29-year-old Abby said: "Hours passed and we still hadn't been able to go see Acer in theatre. Two nurses came up to see us and took us down to theatre, I was wheeled down as I'd just had a C-section, and they put us in the family room - to me that means it's bad news."They (doctors) had been trying to get them in an intensive care bed, but there wasn't one in the country."
Medics got in touch with hospitals all over the country, hoping to find a bed in intensive care for Acer. Eventually the RVI in Newcastle said they had space to treat the tiny newborn.

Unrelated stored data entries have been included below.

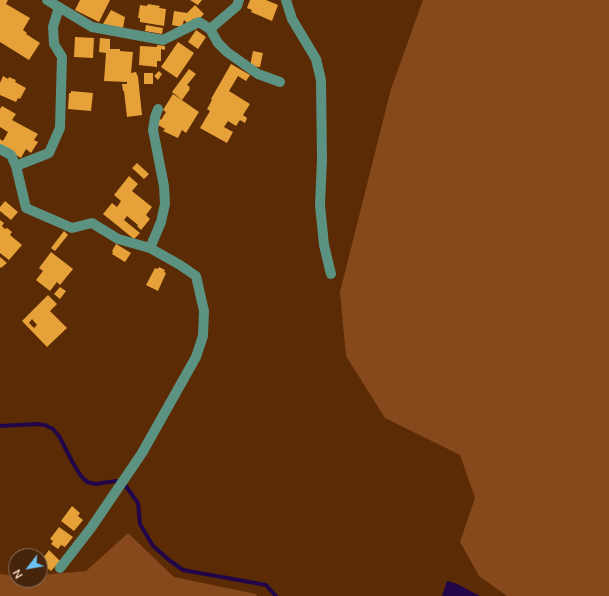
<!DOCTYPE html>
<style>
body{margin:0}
#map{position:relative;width:609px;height:596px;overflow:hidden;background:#5a2b04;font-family:"Nunito Sans",sans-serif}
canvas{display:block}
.north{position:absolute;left:8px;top:548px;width:40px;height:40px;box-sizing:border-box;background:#47250d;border:1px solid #90705a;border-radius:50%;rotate:239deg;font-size:11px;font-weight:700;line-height:16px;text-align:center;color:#fee0cd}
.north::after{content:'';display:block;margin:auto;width:14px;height:18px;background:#6bc3f2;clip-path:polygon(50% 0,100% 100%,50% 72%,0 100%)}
</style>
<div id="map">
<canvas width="609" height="596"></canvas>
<div class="north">N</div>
</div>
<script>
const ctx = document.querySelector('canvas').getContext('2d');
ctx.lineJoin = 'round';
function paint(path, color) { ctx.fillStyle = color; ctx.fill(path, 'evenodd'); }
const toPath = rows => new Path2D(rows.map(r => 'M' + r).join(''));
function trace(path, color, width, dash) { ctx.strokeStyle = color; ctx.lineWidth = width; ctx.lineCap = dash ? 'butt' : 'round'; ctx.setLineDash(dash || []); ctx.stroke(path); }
const green = toPath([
 [423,0,609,0,609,596,507,596,479,576,460,542,475,498,460,455,385,418,346,356,340,292,391,89],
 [128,533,174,577,256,594,257,596,0,596,0,574,16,576,16,580,40,580,40,575,86,571]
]);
const water = toPath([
 [447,581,455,583,480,596,442,596]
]);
const stream = toPath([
 [0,426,36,424,45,425,53,429,59,436,74,465,81,476,87,482,95,484,116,481,125,485,138,503,140,524,153,546,169,560,183,570,266,585,276,596]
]);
const building = toPath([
 [0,0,8,0,6,4,30,18,23,30,27,33,26,34,40,43,29,60,0,42],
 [80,0,110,0,99,22,75,10],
 [190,0,202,0,198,5],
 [250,0,266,0,278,5,272,21,251,12,252,10,247,8],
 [148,4,160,6,159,8,166,9,164,26,140,22,140,18,138,18,140,5,147,6],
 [195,5,204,14,196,22,193,19,188,24,184,20,182,27,172,25,174,11,187,13],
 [111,10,125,17,123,28,103,24],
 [146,25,163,28,162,34,145,31],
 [196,30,206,37,198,49,188,42],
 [75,37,94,38,93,58,74,57],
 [100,38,110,39,110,49,120,49,120,51,133,52,131,73,136,72,138,77,142,115,127,117,124,91,123,91,122,84,127,84,127,82,104,81,106,53,99,52],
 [178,42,194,53,177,78,161,67],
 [157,45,165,46,165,50,161,49,161,61,157,61,157,67,139,65,140,46,157,47],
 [253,51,263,53,260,67,250,66],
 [231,64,250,75,246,81,238,76,229,91,250,104,243,115,247,118,245,123,240,120,236,126,228,121,224,127,233,132,227,143,200,128,210,111,207,109,212,100,211,99],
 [189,69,196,74,187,85,190,87,189,88,190,89,182,100,172,92],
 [159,71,162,74,158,80,154,76],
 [144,73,153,73,153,84,144,84],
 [3,76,8,79,9,77,16,80,15,82,26,88,20,99,18,98,16,102,0,95,0,83],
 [71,91,93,93,91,111,68,109,69,93,71,93],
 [173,94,199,112,186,133,182,130,178,138,163,131,165,129,158,125,159,124,158,122,160,119,161,120,166,112,163,110],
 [2,106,16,114,12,120,38,134,34,140,38,142,31,153,26,149,21,158,0,145,0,139,3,141,8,132,0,127,0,109],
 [137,163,149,174,144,179,132,168],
 [129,176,138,184,132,191,152,207,146,215,150,219,141,230,137,226,138,225,127,216,124,220,140,233,134,239,103,214,112,203,117,207,121,201,114,195],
 [5,201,18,212,11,220,0,211,0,207],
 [0,220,4,223,2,226,5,229,7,228,12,232,10,235,22,245,9,260,0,253],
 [64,231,68,235,55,251,51,248],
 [116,244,131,253,125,262,112,254,113,252,112,251],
 [51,252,73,269,60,285,57,282,50,291,36,280,43,271,39,268],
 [0,257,7,263,1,268,0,267],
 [159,267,165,270,164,272,166,273,158,291,146,285,155,268,158,269],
 [60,287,66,291,60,299,54,294],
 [48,295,57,304,50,311,67,328,47,347,22,321],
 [32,319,37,325,34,328,29,323],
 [72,506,80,513,78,516,83,520,74,531,61,521],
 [59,527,73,537,65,547,61,545,58,549,51,544,53,541,50,539],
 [49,550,60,561,51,571,40,562]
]);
const minor = toPath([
 [47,0,92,27,163,40,199,22,210,29,218,43,227,52,258,74,280,82],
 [286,0,292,19,316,59,321,80,322,160,320,205,324,245,331,274],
 [210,29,237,6,239,0],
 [0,149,11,155,16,166,26,208,72,228,92,223,118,239,150,248,180,265,196,276,204,311,203,336,196,357,142,453,91,528,60,568],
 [16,166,49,153,60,128,62,57,54,44,53,27,59,7],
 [150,248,161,222,165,204,164,186,153,130,155,117,158,109]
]);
paint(green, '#85491b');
paint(water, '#22064a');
trace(stream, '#22064a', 4);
paint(building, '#e6a238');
trace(minor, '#5b9282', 10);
</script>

Abby said doctors tried to prepare her and Jason for the worst, as Acer's condition continued to deteriorate.
"The team from NECTAR (North East and Cumbria Transport and Retrieval team) took us to one side and said Acer is really not stable, that they were going to do their best and asked for our number in case the worst happened in the ambulance.""My husband took a picture of him on the operating theatre. I asked 'what are you doing that for' and he told me he wasn't sure if we'd see him again."I was trying to keep his hopes up but in the theatre room no one could acknowledge it in a 'nice way', everyone was just so sad because he was just so ill."
While Jason, 30, went to Newcastle's RVI to be with Acer, Abby stayed in Darlington with twin brother Axel whose condition was following that of Acer's just 24 hours behind.
He suddenly stopped breathing also had to be put on a ventilator, in what Abby called "a nightmare version of the movie Groundhog Day".
Doctors found themselves once again searching for space on a paediatric intensive care ward. The RVI came through a second time, offering to take in Axel.
Finally the two brothers were reunited on the ward and on 17 December the babies were well enough to go home.
Now, both boys are doing well, and Jason and Abby are raising funds for a charity which helped them through the hardest of times.
They're also hoping to help other parents as they raise awareness of viral meningitis which can be life-threatening.
Abby is thankful her mothers instinct kicked in, urging her to seek medical help for her babies.
"Don't, especially with young babies, think they're going to be okay until the next morning", she said."I'm a laid-back person with myself but my mother's instinct just kicked in. Everyone we spoke to - midwives, doctors, nurses, consultants - said if we had waited a couple more hours our boys wouldn't be here now."
So far, more than £3,700 has been donated to Crawford House, which is ran by the Sick Children's Trust, and provides vital accommodation for parents with seriously ill children in hospital.